Exercise requirements: All lines from the one containing "context.lineWidth = 4;" down to the one containing "context.translate(x, y);", both ends included, are to be given again exactly; omit the rest of the listing below.

........

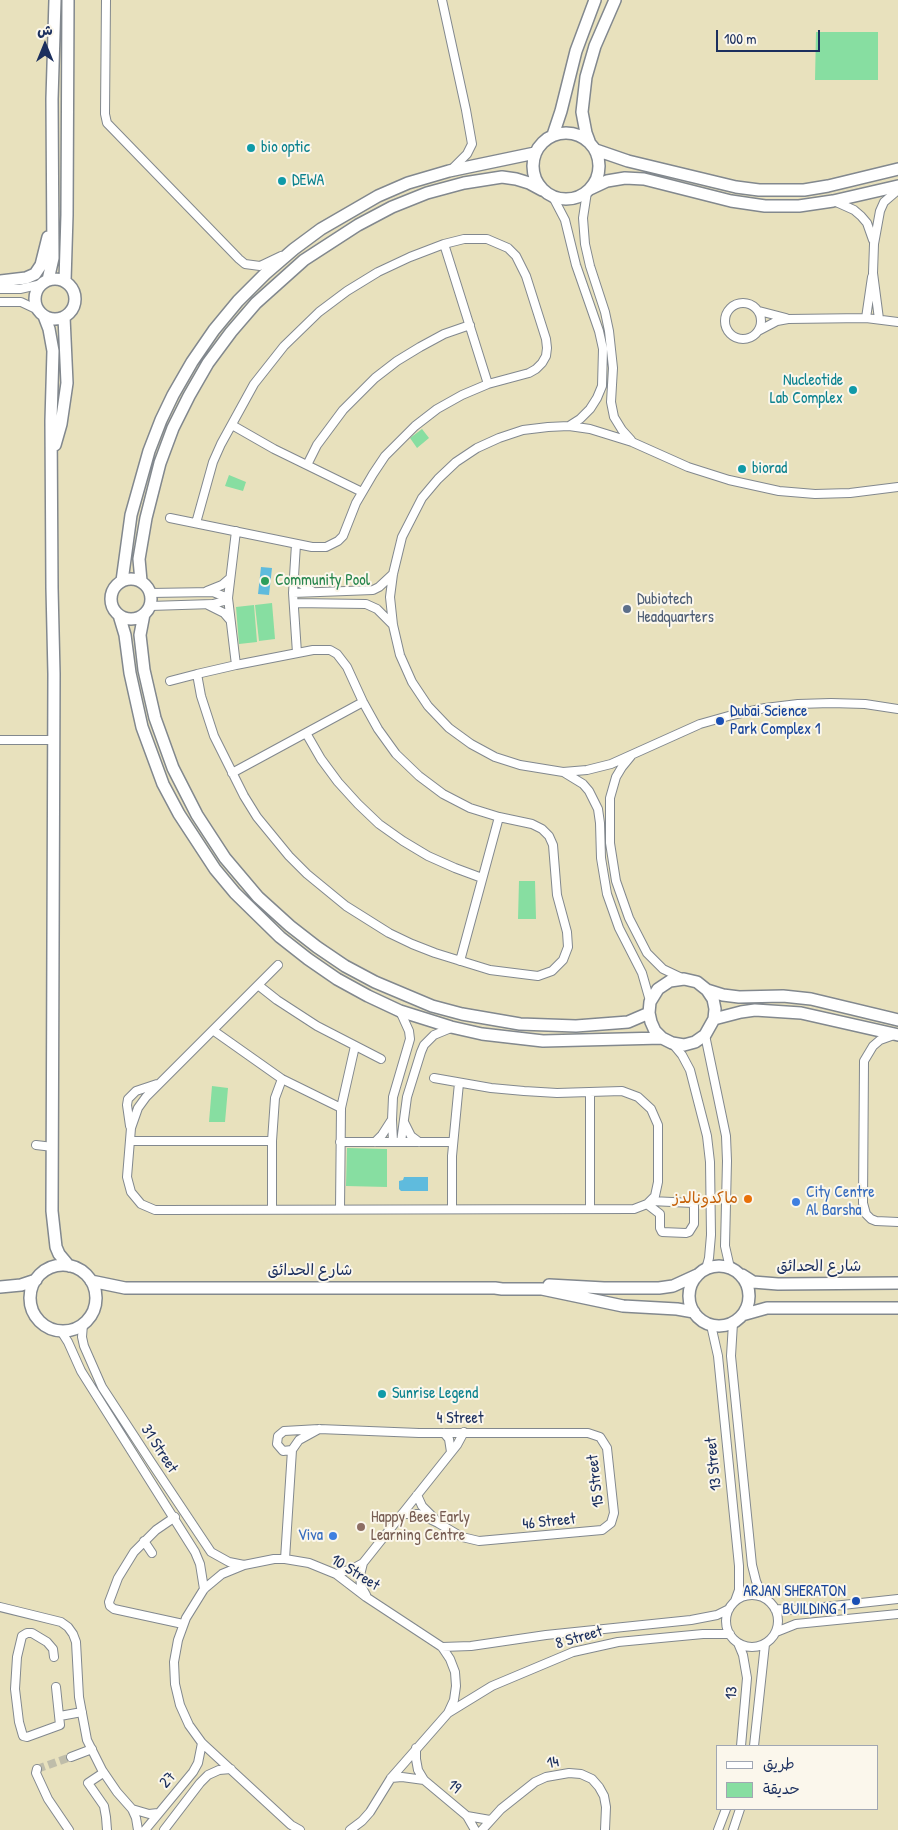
<!DOCTYPE html>
<meta charset="utf-8">
<style>
body{margin:0}
#map{position:relative;width:898px;height:1830px;overflow:hidden;background:#e8e1bd;font-family:"Patrick Hand","Playpen Sans Arabic",sans-serif}
canvas{display:block}
.legend{position:absolute;left:716px;top:1745px;width:162px;height:65px;box-sizing:border-box;background:#fbf7ec;border:1px solid #a1a7b3;margin:0;padding:6px 9px;list-style:none;font-size:15px;color:#1b2f5e}
.legend li{display:flex;align-items:center;gap:10px;height:25px}
.legend b{width:25px;border:1px solid #a1a7b3}
.north{position:absolute;left:20px;top:20px;width:50px;height:50px;-webkit-text-stroke:4px #fbf7ec;paint-order:stroke;rotate:0deg;font-size:14px;font-weight:700;line-height:20px;text-align:center;color:#1b2f5e}
.north::after{content:'';display:block;margin:auto;width:18px;height:22px;background:#1b2f5e;clip-path:polygon(50% 0,100% 100%,50% 72%,0 100%)}
.scale{position:absolute;left:716px;top:30px;width:104px;height:22px;box-sizing:border-box;border:2px solid #1b2f5e;border-top:0;padding-left:6px;font-size:15px;line-height:18px;white-space:nowrap;color:#1b2f5e;-webkit-text-stroke:4px #fbf7ec;paint-order:stroke}
</style>
<div id="map">
<canvas width="898" height="1830"></canvas>
<ul class="legend">
<li><b style="height:6px;background:#fff"></b>طريق</li>
<li><b style="height:14px;background:#87dea1"></b>حديقة</li>
</ul>
<div class="north">ش</div>
<div class="scale">100 m</div>
</div>
<script>
const context = document.querySelector('canvas').getContext('2d');
context.lineJoin = 'round';
function fillPath(path, color) {
  context.fillStyle = color;
  context.fill(path, 'evenodd');
}
function poly(rows) {
  const path = new Path2D();
  for (const r of rows) {
    if (r.length === 3) {
      path.moveTo(r[0] + r[2], r[1]);
      path.arc(r[0], r[1], r[2], 0, 2 * Math.PI);
      continue;
    }
    path.moveTo(r[0], r[1]);
    for (let i = 2; i < r.length; i += 2) path.lineTo(r[i], r[i + 1]);
  }
  return path;
}
function stroke(path, color, width, dash) {
  context.strokeStyle = color;
  context.lineWidth = width;
  context.lineCap = dash ? 'butt' : 'round';
  context.setLineDash(dash || []);
  context.stroke(path);
}
function write(font, color, halo, rows, align = 'center') {
  context.font = font + ' "Patrick Hand","Playpen Sans Arabic",sans-serif';
  context.lineWidth = 4;
  context.setLineDash([]);
  context.textBaseline = 'middle';
  context.strokeStyle = halo;
  context.fillStyle = color;
  for (const [text, x, y, turn = 0] of rows) {
    context.save();
    context.translate(x, y);
    context.rotate((+turn || 0) * Math.PI / 180);
    context.textAlign = isNaN(turn) ? turn : align;
    if (halo) context.strokeText(text, 0, 0);
    context.fillText(text, 0, 0);
    context.restore();
  }
}
const green = poly([
 [816,32,878,32,878,80,815,80],
 [422,429,429,438,417,448,410,438],
 [229,475,246,482,243,491,225,486],
 [272,603,275,639,259,641,255,605],
 [254,605,257,642,239,644,236,607],
 [519,881,535,881,536,919,518,919],
 [212,1086,228,1088,225,1122,209,1122],
 [347,1148,387,1149,387,1187,346,1186]
]);
const water = poly([
 [261,567,272,568,269,595,258,594],
 [404,1177,428,1177,428,1191,401,1191,399,1189,399,1181,403,1180]
]);
const streetTunnel = poly([
 [37,1769,71,1757]
]);
const street = poly([
 [106,0,105,114,107,123,239,259,245,264,260,266,281,256],
 [442,0,466,110,472,144,467,154,451,170],
 [587,192,583,218,585,244,590,266,605,312,609,331,613,368,611,402,614,417,622,430,631,440],
 [553,197,565,220,576,265,599,331,603,349,602,386,597,398,590,409,580,419,569,426],
 [834,201,854,210,861,216,867,223,873,240],
 [444,244,488,384],
 [0,289,20,289,42,284],
 [0,302,21,302,38,310],
 [743,321,18],
 [759,311,786,318],
 [866,318,872,277],
 [879,319,873,273,874,244,880,211,884,202,898,190],
 [758,331,777,321,788,319,866,318,898,322],
 [232,425,274,449,362,492],
 [307,465,317,445,343,410,375,378,397,361,420,347,444,334,470,325],
 [898,487,850,493,815,494,779,491,729,480,688,467,632,442,590,429,569,426,548,427,523,430,499,438,477,448,456,462,438,479,422,498,402,537,393,574,390,597,393,625,400,655,412,682,428,706,449,728,471,744,495,757,520,765,563,772,587,770,611,764,700,724,732,715,765,708,798,704,831,703,865,704,898,709],
 [170,518,312,547,326,547,338,541,343,536,356,503,373,474,385,456,415,426,437,409,462,395,488,384,529,373,536,369,542,363,546,356,547,348,546,339,526,276,516,256,508,248,487,239,464,239,444,244,410,257,378,272,347,291,319,312,284,346,254,384,221,444,213,462,196,523],
 [296,544,293,593,297,653],
 [294,577,300,583,312,591],
 [207,591,222,585,229,579],
 [150,593,213,592,228,598],
 [293,593,373,590,379,587,393,574],
 [294,603,366,604,377,609,393,625],
 [208,605,224,613,230,620],
 [150,606,213,604,228,600],
 [236,665,228,598,236,531],
 [170,681,197,674,236,665,313,650,330,650,337,654,347,667,363,702,378,729,396,754,419,776,443,794,470,808,499,817,532,824,542,829,549,836,553,845,557,895,567,932,568,947,563,960,552,971,538,976,490,970,435,953,412,944,389,933,346,906,307,874,289,856,257,817,244,796,214,736,201,696,197,674],
 [306,733,321,759,338,782,358,804,379,824,403,841,428,856,455,868,482,878],
 [0,740,53,740],
 [631,756,622,767,616,777,610,798,610,843,616,881,629,918,647,953,663,969,682,978],
 [232,773,363,702],
 [565,773,583,784,589,791,598,809,600,823,601,858,607,894,619,928,642,973,650,1001],
 [460,961,499,817],
 [278,965,146,1097,138,1108,131,1128,127,1177,131,1192,141,1204,155,1210,163,1210,634,1209,647,1204,655,1196,658,1182,658,1125,651,1109,638,1097,622,1091,557,1093,524,1091,491,1088,434,1078],
 [258,985,277,1000,317,1026,381,1059],
 [214,1031,282,1079,341,1108],
 [705,1035,726,1136,727,1161,725,1246,730,1268],
 [894,1035,880,1040,873,1046,864,1061,863,1203,866,1214,871,1219,876,1221,898,1222],
 [672,1043,682,1055,690,1070,707,1136,710,1162,711,1235,709,1258,706,1269],
 [404,1122,411,1136,419,1142],
 [130,1126,127,1105,128,1099,136,1091,157,1084],
 [130,1141,272,1141],
 [340,1142,453,1142],
 [375,1142,382,1135,391,1121],
 [393,1142,392,1120,393,1097,410,1039,409,1031,400,1011],
 [401,1142,407,1097,421,1052,424,1045,434,1035,451,1028],
 [36,1145,53,1147],
 [647,1204,660,1214,660,1228,662,1232,686,1233,689,1232,694,1224,694,1206,693,1203,651,1201],
 [272,1209,272,1141,275,1098,282,1079],
 [340,1209,341,1108,355,1046],
 [452,1209,452,1156,459,1083],
 [590,1209,590,1092],
 [733,1323,731,1356,752,1565,756,1581,763,1597],
 [83,1324,82,1337,84,1346,102,1387,151,1462,211,1552,229,1562,244,1565],
 [711,1325,718,1356,739,1566,739,1590,735,1601],
 [61,1331,68,1342,81,1371,195,1552,200,1564,204,1589],
 [319,1429,419,1433,588,1433,600,1437,607,1448,614,1513,611,1523,602,1530,479,1541,462,1537,438,1523,419,1514,402,1514],
 [319,1429,299,1440,292,1450,283,1451,277,1444,278,1436,284,1431,319,1429],
 [444,1433,449,1439,451,1452],
 [417,1495,422,1506,435,1519],
 [175,1517,156,1530,134,1552,118,1578,109,1602,110,1606,114,1609,183,1624],
 [144,1541,152,1553],
 [285,1559,292,1450],
 [363,1563,360,1575,361,1586,366,1595],
 [336,1574,354,1568,363,1563,457,1445,464,1432],
 [752,1621,26],
 [0,1607,61,1622,68,1627,73,1634,76,1642,79,1697,87,1740,102,1770,117,1792,132,1809,136,1818,138,1830],
 [775,1609,796,1610,898,1599],
 [776,1632,796,1624,898,1614],
 [738,1643,743,1655,747,1678,741,1746],
 [442,1647,471,1646,546,1635,691,1620,717,1615,729,1609],
 [54,1657,53,1649,47,1642,32,1633,27,1633,22,1636,17,1657,15,1689,19,1722,23,1736,27,1737,60,1725,56,1687],
 [448,1713,492,1686,573,1652,618,1642,703,1634,730,1634],
 [60,1716,82,1712],
 [754,1746,765,1644],
 [416,1748,416,1759,418,1770,424,1780,467,1816,475,1830],
 [71,1757,92,1749],
 [37,1769,36,1773,48,1799,69,1830],
 [103,1773,88,1783,104,1806,106,1817,107,1830],
 [391,1778,402,1777,424,1780],
 [132,1809,149,1814,158,1813],
 [467,1816,490,1820],
 [145,1830,193,1772,198,1763,202,1743],
 [164,1830,200,1783,208,1775,219,1770,231,1769],
 [300,1830,291,1825,202,1743,189,1725,180,1705,175,1684,174,1662,178,1640,186,1618,204,1589,222,1574,244,1565,274,1559,285,1559,309,1563,336,1574,366,1597,442,1647,450,1659,455,1672,456,1686,454,1700,448,1713,391,1778,370,1812,362,1821,350,1830],
 [482,1830,501,1809,535,1782,546,1777,569,1773,581,1774,592,1779,599,1787,604,1796,606,1807,605,1830],
 [718,1830,726,1809],
 [733,1830,740,1809]
]);
const secondary = poly([
 [566,166,33],
 [553,135,561,111,576,51,595,0],
 [589,141,586,133,582,112,586,77,595,46,615,0],
 [596,150,628,161,736,187,759,190,804,190,828,186,898,169],
 [590,189,607,181,625,178,644,179,731,201,765,206,799,206,833,201,898,186],
 [55,299,20],
 [48,280,53,258,52,99,55,0],
 [0,281,26,278,35,274,41,265,48,237],
 [65,281,67,215,68,0],
 [44,316,49,329,53,351,51,421,52,588,54,674,52,1211,56,1247,59,1254,69,1266],
 [55,445,61,424,67,383,64,317],
 [131,599,20],
 [122,581,131,515,149,451,161,420,173,395,192,362,214,330,238,301,265,274,294,249,321,229,378,196,408,183,449,171,535,153],
 [141,581,139,559,146,518,160,463,173,428,189,396,208,363,231,332,256,303,304,260,358,225,392,207,427,193,464,183,502,177,516,179,529,183,542,190],
 [144,614,140,635,144,670,155,718,173,768,197,815,225,858,258,897,290,926,317,947,345,966,375,982,432,1006,462,1014,520,1024,576,1026,628,1022,649,1013],
 [119,615,125,635,130,673,142,727,163,784,179,814,215,869,235,893,280,937,308,959,337,979,368,996,400,1011,451,1027,482,1034,543,1041,662,1038],
 [707,990,723,995,739,997,783,996,811,999,898,1020],
 [714,1019,715,1009,713,999,707,990,697,982,684,979,670,981,658,989,650,1002,649,1013,651,1022,655,1031,662,1038,672,1043,684,1045,695,1042,705,1035,714,1019,741,1012,755,1010,801,1013,898,1035],
 [63,1298,33],
 [719,1296,30],
 [742,1275,753,1282,778,1284,898,1283],
 [91,1281,125,1288,495,1288,502,1289,542,1289,623,1306,677,1309,694,1312],
 [549,1285,604,1288,659,1288,673,1286,697,1275],
 [0,1287,21,1285,36,1280],
 [742,1315,767,1308,898,1308]
]);
const markers = [
 [251,148,5,"#0f9aa8"],
 [282,181,5,"#0f9aa8"],
 [853,390,5,"#0f9aa8"],
 [742,469,5,"#0f9aa8"],
 [265,581,5,"#2e9e5b"],
 [627,609,5,"#5c6f8a"],
 [720,721,5,"#1a4fb4"],
 [748,1199,5,"#e8710a"],
 [796,1202,5,"#3f7fe0"],
 [382,1394,5,"#0f9aa8"],
 [361,1527,5,"#8d6e63"],
 [333,1536,5,"#3f7fe0"],
 [856,1601,5,"#1a4fb4"]
];
const cultureNames = [
 ["bio optic",261,148],
 ["DEWA",292,181],
 ["Nucleotide",843,381,"right"],
 ["Lab Complex",843,399,"right"],
 ["biorad",752,469],
 ["Sunrise Legend",392,1394]
];
const leisureNames = [
 ["Community Pool",275,581]
];
const serviceNames = [
 ["Dubiotech",637,600],
 ["Headquarters",637,618]
];
const transitNames = [
 ["Dubai Science",730,712],
 ["Park Complex 1",730,730],
 ["ARJAN SHERATON",846,1592,"right"],
 ["BUILDING 1",846,1610,"right"]
];
const shopNames = [
 ["City Centre",806,1193],
 ["Al Barsha",806,1211],
 ["Viva",323,1536,"right"]
];
const foodNames = [
 ["ماكدونالدز",738,1199]
];
const streetNames = [
 ["شارع الحدائق",819,1267],
 ["شارع الحدائق",310,1271],
 ["4 Street",460,1419],
 ["31 Street",159,1449,57],
 ["13 Street",714,1464,-96],
 ["15 Street",596,1481,-97],
 ["46 Street",549,1522,-6],
 ["10 Street",355,1573,32],
 ["8 Street",579,1638,-16],
 ["13",732,1693,-86],
 ["14",553,1763,-12],
 ["27",168,1780,-50],
 ["19",454,1787,40]
];
const educationNames = [
 ["Happy Bees Early",371,1518],
 ["Learning Centre",371,1536]
];
fillPath(green, '#87dea1');
fillPath(water, '#5fbbdd');
stroke(streetTunnel, '#bfbdaa', 8, [8, 4]);
stroke(street, '#82888e', 10);
stroke(secondary, '#82888e', 14);
stroke(street, '#fff', 8);
stroke(secondary, '#fff', 11);
for (const [x, y, r, color] of markers) {
  const dot = new Path2D();
  dot.arc(x, y, r, 0, 2 * Math.PI);
  context.fillStyle = color;
  context.fill(dot);
  stroke(dot, '#fbf7ec', 2);
}
write('16px', '#0d838f', '#fbf7ec', cultureNames, 'left');
write('16px', '#27864d', '#fbf7ec', leisureNames, 'left');
write('16px', '#4e5e75', '#fbf7ec', serviceNames, 'left');
write('16px', '#164399', '#fbf7ec', transitNames, 'left');
write('16px', '#366cbe', '#fbf7ec', shopNames, 'left');
write('16px', '#c56008', '#fbf7ec', foodNames, 'right');
write('16px', '#1b2f5e', '#fbf7ec', streetNames);
write('16px', '#785e54', '#fbf7ec', educationNames, 'left');
</script>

........

Completed task:
  context.lineWidth = 4;
  context.setLineDash([]);
  context.textBaseline = 'middle';
  context.strokeStyle = halo;
  context.fillStyle = color;
  for (const [text, x, y, turn = 0] of rows) {
    context.save();
    context.translate(x, y);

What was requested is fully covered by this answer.